Take your presentation to the meeting. Explain why you want to participate in the engagement (without mentioning why you no longer want to continue in your current track). Demonstrate what you can contribute and what you did to acquire the necessary skills for the project. This should be enough to impress the manager of your ambition and personal initiative. Most likely, you will be asked why you no longer wish to pursue your track. Have a ready answer! Make sure you post your current track in the most positive light, but emphasize your desire to grow and add additional skills to your toolbox - note how you will add more value to your clients and to the firm, etc. - with these new skills.

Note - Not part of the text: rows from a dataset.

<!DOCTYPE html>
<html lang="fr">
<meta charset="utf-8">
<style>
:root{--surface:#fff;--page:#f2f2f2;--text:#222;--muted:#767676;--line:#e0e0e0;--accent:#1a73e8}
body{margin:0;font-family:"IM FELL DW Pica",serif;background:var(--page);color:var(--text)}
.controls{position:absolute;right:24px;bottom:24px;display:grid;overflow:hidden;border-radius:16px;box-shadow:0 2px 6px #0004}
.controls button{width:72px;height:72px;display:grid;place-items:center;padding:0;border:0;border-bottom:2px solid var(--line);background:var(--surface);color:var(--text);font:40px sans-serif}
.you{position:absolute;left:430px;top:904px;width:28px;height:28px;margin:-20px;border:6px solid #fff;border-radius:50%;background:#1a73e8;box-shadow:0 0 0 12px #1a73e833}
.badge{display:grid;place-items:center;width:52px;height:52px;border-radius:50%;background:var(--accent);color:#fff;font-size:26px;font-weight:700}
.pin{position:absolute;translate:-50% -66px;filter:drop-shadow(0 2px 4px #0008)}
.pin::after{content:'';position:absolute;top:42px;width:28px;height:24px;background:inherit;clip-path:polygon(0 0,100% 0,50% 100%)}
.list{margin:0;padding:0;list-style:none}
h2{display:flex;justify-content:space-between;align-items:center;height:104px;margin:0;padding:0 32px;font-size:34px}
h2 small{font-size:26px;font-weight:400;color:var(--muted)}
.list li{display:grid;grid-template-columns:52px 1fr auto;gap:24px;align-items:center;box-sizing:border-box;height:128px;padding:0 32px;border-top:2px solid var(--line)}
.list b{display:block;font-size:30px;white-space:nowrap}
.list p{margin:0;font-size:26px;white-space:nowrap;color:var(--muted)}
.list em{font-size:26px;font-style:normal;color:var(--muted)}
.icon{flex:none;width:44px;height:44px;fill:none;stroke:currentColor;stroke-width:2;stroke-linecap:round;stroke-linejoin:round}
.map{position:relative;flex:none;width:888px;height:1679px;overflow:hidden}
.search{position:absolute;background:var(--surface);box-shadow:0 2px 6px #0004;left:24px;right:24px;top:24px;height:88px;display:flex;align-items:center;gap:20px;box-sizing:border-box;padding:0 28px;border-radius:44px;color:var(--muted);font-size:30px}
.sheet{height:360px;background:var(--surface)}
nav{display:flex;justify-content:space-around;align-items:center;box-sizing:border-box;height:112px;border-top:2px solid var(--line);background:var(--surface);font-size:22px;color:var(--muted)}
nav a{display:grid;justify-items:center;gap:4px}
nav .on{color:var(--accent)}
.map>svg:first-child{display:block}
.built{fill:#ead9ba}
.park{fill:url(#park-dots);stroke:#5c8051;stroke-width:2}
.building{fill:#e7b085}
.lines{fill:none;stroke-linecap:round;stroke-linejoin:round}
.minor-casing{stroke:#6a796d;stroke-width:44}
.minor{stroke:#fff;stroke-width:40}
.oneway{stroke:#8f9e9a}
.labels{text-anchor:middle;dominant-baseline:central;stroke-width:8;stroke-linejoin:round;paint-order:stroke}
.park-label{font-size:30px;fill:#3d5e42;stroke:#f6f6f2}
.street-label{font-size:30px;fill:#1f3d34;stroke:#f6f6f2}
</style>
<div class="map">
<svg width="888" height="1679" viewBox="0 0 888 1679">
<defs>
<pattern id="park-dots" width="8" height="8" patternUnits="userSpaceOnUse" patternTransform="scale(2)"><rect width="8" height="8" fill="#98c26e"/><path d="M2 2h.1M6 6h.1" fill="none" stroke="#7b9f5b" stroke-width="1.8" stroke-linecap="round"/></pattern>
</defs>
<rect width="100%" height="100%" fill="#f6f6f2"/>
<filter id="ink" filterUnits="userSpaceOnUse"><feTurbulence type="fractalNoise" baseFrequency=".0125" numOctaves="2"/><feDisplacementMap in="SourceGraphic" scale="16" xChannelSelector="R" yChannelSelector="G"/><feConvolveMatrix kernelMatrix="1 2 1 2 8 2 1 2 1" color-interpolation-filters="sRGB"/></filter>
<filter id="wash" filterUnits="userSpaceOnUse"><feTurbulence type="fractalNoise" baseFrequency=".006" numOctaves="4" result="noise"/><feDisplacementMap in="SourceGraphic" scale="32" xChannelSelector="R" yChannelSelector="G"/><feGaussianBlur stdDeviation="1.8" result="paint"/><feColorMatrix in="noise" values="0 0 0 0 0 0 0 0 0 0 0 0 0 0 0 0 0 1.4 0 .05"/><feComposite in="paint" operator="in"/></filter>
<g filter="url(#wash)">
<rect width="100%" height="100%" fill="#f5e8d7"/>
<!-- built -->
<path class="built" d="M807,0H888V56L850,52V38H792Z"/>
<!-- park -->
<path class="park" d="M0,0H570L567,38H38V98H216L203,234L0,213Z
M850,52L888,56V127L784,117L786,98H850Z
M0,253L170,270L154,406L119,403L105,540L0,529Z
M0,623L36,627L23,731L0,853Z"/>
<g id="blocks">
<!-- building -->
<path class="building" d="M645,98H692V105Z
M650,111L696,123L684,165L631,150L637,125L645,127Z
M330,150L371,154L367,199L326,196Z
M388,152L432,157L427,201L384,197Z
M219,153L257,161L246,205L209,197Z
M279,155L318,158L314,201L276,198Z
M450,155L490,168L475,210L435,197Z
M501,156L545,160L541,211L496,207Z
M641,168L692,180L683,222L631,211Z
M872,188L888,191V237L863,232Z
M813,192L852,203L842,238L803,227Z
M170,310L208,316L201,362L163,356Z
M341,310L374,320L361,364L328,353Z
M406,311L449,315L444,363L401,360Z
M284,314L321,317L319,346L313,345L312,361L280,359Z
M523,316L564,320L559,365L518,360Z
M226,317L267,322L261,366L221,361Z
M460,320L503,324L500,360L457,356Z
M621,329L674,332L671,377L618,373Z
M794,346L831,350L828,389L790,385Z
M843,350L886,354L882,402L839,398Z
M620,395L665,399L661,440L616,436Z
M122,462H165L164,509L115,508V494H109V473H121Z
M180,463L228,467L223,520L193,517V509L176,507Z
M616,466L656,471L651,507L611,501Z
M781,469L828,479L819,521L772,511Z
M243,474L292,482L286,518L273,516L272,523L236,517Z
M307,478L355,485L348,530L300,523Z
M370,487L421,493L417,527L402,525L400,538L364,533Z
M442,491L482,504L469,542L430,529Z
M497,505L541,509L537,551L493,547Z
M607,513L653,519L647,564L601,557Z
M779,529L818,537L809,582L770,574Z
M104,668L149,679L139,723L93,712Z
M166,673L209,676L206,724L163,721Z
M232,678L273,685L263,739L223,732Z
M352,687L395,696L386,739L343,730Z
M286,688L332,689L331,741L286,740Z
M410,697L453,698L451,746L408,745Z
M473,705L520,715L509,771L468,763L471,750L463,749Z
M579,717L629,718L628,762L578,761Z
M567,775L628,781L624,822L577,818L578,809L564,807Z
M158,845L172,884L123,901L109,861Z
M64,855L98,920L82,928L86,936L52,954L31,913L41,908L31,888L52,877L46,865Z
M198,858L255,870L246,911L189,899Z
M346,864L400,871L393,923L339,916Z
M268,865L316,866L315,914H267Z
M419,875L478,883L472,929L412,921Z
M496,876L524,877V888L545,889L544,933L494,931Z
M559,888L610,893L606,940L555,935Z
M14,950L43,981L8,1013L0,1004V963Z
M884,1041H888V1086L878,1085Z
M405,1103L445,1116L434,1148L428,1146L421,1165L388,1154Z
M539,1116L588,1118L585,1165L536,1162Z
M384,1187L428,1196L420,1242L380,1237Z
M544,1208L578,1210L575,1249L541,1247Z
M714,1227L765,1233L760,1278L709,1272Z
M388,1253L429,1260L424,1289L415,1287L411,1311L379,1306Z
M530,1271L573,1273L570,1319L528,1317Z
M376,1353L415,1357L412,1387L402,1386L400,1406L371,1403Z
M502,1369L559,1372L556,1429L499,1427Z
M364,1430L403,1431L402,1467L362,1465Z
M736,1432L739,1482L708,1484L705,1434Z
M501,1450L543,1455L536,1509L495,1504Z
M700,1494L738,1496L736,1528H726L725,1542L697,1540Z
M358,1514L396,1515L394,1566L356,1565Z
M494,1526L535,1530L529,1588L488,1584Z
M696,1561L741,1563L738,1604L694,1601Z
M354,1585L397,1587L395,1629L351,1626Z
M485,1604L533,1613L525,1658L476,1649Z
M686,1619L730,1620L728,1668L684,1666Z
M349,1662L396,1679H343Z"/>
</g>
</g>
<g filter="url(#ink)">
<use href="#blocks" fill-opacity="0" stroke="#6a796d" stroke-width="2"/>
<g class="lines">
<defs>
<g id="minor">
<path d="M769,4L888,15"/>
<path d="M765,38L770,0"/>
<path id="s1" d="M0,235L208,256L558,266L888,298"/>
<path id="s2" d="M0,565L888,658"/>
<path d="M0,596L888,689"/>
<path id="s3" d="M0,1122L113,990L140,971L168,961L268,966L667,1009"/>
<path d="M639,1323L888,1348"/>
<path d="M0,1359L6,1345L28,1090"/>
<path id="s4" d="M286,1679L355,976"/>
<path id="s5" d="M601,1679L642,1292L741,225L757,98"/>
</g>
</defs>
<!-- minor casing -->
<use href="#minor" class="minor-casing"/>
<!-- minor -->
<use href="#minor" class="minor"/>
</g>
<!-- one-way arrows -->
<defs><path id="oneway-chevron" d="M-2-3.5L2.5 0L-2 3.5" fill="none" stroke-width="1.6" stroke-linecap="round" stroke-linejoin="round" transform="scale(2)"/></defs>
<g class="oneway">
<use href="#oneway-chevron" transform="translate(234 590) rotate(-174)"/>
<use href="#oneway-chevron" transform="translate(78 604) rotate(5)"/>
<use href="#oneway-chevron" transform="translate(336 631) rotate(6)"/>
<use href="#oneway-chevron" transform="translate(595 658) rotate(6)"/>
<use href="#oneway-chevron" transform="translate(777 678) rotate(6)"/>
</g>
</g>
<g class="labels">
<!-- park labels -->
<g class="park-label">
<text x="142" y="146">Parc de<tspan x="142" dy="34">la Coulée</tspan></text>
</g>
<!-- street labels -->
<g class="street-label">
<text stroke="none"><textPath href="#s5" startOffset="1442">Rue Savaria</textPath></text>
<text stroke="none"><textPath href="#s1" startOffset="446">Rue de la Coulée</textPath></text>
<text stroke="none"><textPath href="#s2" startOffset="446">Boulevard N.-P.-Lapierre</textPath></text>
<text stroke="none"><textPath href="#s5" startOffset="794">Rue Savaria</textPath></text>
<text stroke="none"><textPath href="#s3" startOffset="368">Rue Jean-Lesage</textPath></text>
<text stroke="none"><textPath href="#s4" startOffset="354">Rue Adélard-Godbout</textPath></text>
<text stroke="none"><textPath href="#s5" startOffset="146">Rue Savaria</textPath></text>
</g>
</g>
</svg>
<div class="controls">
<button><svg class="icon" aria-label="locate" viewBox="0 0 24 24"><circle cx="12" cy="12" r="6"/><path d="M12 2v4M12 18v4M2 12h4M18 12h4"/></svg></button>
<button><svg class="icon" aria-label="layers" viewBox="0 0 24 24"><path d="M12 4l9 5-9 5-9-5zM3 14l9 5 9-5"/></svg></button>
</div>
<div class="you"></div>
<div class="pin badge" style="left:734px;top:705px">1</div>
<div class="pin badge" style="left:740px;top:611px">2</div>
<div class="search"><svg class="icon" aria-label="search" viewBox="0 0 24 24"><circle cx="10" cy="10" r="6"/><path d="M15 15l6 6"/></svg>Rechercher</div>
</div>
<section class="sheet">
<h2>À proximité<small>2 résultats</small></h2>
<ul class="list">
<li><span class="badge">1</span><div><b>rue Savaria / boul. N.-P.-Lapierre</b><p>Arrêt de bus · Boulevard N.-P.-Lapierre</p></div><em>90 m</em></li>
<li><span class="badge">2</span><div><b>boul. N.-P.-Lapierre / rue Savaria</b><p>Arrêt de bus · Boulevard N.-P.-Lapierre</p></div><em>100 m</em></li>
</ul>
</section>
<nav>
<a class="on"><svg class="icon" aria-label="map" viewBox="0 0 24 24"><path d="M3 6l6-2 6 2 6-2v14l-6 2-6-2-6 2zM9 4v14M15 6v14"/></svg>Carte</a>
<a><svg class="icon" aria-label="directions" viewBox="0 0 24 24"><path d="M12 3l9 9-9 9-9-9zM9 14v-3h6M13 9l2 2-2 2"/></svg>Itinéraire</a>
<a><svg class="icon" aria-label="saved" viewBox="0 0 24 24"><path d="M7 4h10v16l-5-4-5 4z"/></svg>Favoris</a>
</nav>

Step 5: Ongoing maintenance.
Always keep an updated and ready-to-go resume. You never know when you will need it. Go back to the future r?sum? that you originally created. Use it to update your current resume, so that it reflects how your current skills can translate into your future job. Remember to throw in the right buzzwords and technical jargon.

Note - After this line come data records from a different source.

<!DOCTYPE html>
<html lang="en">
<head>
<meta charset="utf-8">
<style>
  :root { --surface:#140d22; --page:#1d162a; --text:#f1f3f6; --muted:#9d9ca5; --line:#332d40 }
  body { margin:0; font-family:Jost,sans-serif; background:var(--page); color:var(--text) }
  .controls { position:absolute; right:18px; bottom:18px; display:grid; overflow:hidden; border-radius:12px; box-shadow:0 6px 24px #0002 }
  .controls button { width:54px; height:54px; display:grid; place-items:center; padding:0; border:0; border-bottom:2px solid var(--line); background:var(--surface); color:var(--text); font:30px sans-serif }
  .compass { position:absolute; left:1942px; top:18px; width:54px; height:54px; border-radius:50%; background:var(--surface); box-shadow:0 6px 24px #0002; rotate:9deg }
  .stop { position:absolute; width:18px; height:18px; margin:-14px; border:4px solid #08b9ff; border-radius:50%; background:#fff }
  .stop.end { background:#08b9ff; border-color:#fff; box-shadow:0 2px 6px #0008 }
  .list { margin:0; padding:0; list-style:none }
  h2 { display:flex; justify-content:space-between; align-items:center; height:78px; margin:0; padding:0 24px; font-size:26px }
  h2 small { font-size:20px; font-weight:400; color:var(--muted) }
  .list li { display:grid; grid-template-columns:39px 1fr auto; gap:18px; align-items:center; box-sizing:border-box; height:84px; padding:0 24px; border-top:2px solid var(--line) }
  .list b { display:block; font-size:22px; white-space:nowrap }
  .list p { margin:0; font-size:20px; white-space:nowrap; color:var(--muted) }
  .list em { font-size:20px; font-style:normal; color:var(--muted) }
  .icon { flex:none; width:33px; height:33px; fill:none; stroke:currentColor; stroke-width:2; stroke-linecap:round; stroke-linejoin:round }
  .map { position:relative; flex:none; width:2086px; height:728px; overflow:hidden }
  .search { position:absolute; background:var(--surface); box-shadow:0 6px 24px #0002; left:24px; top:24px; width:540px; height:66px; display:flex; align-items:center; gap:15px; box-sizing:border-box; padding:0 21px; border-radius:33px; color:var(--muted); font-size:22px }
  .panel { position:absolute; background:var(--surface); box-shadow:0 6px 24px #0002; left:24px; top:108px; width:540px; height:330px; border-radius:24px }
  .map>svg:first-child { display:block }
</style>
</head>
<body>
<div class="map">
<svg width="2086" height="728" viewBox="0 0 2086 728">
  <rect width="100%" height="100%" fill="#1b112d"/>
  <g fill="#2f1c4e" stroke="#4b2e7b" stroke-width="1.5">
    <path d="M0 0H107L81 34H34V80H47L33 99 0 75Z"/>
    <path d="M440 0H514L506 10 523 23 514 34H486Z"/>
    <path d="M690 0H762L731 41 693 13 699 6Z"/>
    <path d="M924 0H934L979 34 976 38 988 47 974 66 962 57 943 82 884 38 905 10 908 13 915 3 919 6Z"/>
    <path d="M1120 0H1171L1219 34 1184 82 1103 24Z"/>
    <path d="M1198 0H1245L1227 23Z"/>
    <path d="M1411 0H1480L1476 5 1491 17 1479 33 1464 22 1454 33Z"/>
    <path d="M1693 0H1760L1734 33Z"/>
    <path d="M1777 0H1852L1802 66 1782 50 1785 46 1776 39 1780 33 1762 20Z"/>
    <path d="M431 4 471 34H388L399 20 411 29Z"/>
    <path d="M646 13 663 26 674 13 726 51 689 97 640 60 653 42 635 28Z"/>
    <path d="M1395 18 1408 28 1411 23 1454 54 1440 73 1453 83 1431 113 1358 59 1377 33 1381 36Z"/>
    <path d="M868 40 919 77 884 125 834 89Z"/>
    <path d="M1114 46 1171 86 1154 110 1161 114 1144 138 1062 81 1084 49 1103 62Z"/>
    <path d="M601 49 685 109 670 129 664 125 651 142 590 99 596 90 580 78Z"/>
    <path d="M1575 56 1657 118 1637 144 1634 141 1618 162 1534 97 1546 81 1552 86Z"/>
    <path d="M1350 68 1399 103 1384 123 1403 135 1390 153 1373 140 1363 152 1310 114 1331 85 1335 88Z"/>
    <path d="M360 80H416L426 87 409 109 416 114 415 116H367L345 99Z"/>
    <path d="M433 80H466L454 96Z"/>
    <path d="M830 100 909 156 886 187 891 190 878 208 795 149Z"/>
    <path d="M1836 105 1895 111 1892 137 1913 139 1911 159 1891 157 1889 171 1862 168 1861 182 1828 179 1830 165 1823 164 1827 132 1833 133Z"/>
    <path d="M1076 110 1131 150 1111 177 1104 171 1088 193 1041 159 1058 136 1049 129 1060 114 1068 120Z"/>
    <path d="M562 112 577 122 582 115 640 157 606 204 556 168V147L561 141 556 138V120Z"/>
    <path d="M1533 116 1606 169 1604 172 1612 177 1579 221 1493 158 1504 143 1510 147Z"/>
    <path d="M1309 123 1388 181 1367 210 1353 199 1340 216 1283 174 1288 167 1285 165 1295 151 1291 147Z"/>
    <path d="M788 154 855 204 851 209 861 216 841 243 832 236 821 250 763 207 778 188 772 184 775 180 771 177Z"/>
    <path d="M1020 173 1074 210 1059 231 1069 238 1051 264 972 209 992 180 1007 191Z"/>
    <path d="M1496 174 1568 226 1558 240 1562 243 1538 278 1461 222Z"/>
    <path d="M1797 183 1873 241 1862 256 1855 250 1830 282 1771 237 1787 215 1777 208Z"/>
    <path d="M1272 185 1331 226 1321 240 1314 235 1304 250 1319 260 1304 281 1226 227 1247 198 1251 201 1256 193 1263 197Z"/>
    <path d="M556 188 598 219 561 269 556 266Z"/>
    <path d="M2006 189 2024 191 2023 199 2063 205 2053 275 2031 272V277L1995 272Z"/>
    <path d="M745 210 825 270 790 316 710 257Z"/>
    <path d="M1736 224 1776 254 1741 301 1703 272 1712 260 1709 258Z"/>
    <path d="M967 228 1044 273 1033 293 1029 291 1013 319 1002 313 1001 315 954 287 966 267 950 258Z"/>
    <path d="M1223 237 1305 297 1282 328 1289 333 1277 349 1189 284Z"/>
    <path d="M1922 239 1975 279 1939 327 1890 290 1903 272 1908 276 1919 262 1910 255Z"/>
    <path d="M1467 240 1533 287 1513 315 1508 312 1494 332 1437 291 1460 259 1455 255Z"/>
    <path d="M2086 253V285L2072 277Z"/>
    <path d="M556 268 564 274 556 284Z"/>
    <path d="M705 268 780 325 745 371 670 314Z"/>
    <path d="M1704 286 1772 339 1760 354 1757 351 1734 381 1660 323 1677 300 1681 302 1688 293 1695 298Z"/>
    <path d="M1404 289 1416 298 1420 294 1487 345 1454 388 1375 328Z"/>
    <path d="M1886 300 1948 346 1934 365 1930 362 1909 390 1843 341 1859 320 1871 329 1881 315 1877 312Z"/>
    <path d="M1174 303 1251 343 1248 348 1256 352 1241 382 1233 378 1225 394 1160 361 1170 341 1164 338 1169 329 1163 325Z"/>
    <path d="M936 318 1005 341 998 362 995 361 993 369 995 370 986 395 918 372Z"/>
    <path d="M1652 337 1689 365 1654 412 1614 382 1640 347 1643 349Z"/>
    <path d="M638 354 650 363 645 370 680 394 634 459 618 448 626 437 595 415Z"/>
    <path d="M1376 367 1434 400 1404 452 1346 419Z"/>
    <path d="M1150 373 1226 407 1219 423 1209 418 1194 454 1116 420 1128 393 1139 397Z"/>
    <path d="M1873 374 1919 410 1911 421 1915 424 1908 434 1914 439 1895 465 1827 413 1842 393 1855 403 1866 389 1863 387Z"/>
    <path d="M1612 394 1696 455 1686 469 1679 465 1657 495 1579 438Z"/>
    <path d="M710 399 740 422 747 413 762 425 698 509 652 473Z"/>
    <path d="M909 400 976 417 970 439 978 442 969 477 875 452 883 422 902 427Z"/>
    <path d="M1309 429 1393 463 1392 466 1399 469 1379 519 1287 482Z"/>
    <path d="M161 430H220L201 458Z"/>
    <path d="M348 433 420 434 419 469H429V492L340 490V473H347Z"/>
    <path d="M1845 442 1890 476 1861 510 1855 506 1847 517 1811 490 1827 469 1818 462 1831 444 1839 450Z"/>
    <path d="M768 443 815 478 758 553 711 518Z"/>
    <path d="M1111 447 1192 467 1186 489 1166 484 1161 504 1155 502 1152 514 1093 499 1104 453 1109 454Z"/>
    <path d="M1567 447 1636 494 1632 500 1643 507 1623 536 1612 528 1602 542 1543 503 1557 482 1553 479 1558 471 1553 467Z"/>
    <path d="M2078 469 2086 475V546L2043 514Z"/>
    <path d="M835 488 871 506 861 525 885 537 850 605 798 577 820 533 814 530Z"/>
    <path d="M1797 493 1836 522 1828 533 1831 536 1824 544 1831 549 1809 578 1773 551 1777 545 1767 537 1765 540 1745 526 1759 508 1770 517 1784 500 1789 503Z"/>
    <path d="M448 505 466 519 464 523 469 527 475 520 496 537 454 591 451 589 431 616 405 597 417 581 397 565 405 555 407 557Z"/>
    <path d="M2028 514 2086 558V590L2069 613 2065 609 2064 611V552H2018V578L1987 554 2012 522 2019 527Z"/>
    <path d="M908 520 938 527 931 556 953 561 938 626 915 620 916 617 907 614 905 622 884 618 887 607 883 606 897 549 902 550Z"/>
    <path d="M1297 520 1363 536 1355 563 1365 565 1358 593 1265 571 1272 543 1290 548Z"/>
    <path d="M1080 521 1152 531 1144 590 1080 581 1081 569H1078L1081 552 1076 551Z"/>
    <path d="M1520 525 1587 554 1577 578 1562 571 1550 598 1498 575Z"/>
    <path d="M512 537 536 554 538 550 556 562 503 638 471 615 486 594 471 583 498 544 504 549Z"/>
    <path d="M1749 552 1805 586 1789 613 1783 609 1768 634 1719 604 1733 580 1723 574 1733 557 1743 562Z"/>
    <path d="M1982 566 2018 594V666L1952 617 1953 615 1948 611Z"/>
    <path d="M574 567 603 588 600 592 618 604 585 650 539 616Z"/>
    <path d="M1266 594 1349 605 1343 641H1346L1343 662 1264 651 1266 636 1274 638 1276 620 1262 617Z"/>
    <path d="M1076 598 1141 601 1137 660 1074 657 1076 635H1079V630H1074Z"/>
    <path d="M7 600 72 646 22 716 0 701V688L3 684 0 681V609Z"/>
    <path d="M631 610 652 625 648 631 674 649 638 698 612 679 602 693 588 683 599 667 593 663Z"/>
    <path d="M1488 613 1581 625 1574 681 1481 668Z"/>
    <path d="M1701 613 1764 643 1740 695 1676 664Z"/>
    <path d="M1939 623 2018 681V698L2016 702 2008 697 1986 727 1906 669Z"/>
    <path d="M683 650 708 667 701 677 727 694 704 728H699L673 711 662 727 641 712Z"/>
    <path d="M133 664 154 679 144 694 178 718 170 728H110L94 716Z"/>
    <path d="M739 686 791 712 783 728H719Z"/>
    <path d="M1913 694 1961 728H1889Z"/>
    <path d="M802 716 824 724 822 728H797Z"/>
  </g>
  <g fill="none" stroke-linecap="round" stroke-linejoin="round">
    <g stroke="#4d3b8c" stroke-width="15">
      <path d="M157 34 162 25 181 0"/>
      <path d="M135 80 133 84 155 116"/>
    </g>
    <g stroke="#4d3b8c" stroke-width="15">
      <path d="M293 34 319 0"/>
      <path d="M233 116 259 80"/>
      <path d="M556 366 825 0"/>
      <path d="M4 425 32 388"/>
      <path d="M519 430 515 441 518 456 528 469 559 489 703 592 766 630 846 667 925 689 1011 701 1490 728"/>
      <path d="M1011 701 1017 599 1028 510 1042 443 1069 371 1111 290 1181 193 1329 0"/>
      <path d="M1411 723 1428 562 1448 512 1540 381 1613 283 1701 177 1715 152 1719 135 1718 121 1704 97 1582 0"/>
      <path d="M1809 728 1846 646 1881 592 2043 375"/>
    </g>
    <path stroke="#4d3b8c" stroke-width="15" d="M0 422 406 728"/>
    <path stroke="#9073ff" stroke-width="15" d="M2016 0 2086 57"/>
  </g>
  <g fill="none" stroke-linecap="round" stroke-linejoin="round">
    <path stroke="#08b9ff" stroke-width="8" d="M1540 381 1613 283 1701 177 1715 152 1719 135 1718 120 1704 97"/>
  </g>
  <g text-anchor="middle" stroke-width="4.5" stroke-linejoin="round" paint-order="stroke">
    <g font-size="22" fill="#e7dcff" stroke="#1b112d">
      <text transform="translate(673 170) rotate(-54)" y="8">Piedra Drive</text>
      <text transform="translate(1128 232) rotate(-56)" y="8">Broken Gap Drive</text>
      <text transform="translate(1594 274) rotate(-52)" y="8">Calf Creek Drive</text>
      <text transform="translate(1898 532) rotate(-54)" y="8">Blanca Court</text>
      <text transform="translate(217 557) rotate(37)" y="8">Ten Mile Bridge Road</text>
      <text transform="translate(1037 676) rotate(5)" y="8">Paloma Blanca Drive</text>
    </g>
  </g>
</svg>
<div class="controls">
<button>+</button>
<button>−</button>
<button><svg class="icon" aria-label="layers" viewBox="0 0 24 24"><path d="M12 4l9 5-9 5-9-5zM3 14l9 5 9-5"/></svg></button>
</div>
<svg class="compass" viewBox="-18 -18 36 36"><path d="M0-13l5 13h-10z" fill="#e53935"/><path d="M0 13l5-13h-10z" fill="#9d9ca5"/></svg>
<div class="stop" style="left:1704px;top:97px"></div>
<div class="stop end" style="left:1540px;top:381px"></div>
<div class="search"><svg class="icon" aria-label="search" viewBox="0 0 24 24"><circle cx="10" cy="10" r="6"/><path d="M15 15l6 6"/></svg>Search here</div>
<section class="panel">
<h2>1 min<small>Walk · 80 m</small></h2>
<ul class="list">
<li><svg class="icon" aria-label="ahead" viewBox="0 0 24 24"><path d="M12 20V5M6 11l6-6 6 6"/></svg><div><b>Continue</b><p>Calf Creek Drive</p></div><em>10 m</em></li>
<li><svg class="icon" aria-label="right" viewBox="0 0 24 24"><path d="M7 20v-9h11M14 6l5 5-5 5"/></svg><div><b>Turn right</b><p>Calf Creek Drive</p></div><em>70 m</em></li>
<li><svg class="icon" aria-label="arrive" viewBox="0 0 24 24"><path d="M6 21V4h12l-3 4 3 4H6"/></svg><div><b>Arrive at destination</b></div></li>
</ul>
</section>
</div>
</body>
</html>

Be truthful about your responsibilities, but make sure to emphasize only what you want. Even if you performed at a superior level on your last assignment, leave it off the resume if you want to steer clear of that type of project. Highlight any common threads you can find between your "now" and "tomorrow." For example, if you currently do operations consulting and want to get into strategy, forget about how you saved your last client $100,000 through automation. Instead, emphasize how you brought your client into a new strategic direction in how to approach business practices on the manufacturing floor.
Hang in There
Changing directions can be challenging and time consuming. Hang in there! Even if you absolutely hate your job as it stands today, remember that you control your future to a large extent. If your firm continues to pay you nothing but lip service about how they want to help develop your career, consider making a few calls to your local recruiters. They will be very pleased to talk with you! Otherwise, seek out your mentor's advice. In the end, you know what you feel comfortable doing. Just keep yourself bully-free, patient, proactive, and assertive.